How often do we not enjoy doing the right things like going to church or reading the Bible simply because we are doing something wrong? How often do we have the “vague, though uneasy, feeling that [we haven't] been doing very well lately” (quote from The Screwtape Letters by C S Lewis) that actually leads us to avoid any mention of God?
As for what the Witch would do with the others, he didn’t want her to be particularly nice to them – certainly not to put them on the same level as himself; but he managed to believe, or to pretend he believed, that she wouldn’t do anything very bad to them, “Because,” he said to himself, “all these people who say nasty things about her are her enemies and probably half of it isn’t true. She was jolly nice to me, anyway, much nicer than they are. I expect she is the rightful Queen really. Anyway, she’ll be better than that awful Aslan!” At least, that was the excuse he made in his own mind for what he was doing. It wasn’t a very good excuse, however, for deep down inside him he really knew that the White Witch was bad and cruel.

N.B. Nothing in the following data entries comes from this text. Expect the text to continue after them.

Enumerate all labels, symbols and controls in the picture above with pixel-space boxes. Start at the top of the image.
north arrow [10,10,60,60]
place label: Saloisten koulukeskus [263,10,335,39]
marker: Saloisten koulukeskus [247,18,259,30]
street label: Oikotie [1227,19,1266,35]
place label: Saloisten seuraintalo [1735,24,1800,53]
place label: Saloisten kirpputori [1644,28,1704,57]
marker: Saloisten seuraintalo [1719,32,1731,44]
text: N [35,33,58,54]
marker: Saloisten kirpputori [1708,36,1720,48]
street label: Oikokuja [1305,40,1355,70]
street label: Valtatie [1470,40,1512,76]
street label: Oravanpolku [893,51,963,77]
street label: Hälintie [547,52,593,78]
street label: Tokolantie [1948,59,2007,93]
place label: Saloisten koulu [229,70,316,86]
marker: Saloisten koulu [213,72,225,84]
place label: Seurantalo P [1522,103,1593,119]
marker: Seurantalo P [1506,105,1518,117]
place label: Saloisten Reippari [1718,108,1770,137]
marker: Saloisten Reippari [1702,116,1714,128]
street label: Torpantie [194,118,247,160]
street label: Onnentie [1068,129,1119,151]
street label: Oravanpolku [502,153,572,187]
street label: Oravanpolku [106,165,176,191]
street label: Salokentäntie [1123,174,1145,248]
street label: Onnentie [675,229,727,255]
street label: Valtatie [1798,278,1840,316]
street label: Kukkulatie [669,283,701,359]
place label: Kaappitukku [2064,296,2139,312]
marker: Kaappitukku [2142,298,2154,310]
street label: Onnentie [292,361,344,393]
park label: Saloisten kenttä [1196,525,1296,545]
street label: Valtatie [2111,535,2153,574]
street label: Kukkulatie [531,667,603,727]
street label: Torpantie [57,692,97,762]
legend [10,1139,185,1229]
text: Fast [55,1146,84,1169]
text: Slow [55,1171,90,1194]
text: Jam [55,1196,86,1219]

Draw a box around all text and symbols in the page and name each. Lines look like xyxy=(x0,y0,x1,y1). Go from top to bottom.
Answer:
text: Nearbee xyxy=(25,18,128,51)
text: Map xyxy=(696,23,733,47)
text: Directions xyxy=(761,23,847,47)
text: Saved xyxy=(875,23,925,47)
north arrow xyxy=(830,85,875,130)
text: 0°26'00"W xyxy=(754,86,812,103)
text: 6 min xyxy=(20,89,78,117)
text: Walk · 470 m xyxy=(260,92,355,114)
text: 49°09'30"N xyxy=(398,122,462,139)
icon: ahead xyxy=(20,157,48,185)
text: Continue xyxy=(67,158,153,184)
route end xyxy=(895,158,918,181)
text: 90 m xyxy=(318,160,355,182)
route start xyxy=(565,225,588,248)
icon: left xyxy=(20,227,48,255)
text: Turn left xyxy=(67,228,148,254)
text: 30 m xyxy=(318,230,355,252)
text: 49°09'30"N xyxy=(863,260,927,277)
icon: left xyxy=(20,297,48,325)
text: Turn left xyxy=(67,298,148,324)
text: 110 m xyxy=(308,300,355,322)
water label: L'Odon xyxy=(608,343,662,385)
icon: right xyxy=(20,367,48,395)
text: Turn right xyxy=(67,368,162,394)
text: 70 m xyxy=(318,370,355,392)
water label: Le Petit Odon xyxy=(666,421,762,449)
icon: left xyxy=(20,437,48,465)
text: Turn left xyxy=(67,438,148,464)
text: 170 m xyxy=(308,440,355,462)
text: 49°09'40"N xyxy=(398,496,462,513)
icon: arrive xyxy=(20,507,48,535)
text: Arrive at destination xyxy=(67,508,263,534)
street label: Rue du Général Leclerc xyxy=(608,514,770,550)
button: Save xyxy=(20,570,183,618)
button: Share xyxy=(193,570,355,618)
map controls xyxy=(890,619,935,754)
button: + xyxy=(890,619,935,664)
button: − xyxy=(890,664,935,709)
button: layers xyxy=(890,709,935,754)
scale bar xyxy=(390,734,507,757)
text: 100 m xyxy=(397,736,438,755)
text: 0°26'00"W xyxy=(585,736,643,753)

How often do we rationalize, thinking up of reasons to justify or excuse ourselves, when we know deep down that what we’re doing is wrong? This is because God has given everyone a conscience, and speaks to us in a still, small voice. However, if we don’t feed our conscience with the Word of God and continuously bombard our senses with things that are not good for us, our conscience can be dulled and de-sensitized in time.
“Even as it was, he got wet through for he had to stoop under branches and great loads of snow came sliding off on to his back. And every time this happened he thought more and more how he hated Peter – just as if all this had been Peter’s fault.”
How often do we blame someone else for everything that’s happening to our life, even if we know deep down that it is really nobody’s fault? We just need someone to fix the blame on to make us feel better about ourselves.
These quotes only show how much like Edmund we all can be. We’re also like him in another respect – we are all sinners who deserve to die. Thank goodness there’s One who died for us.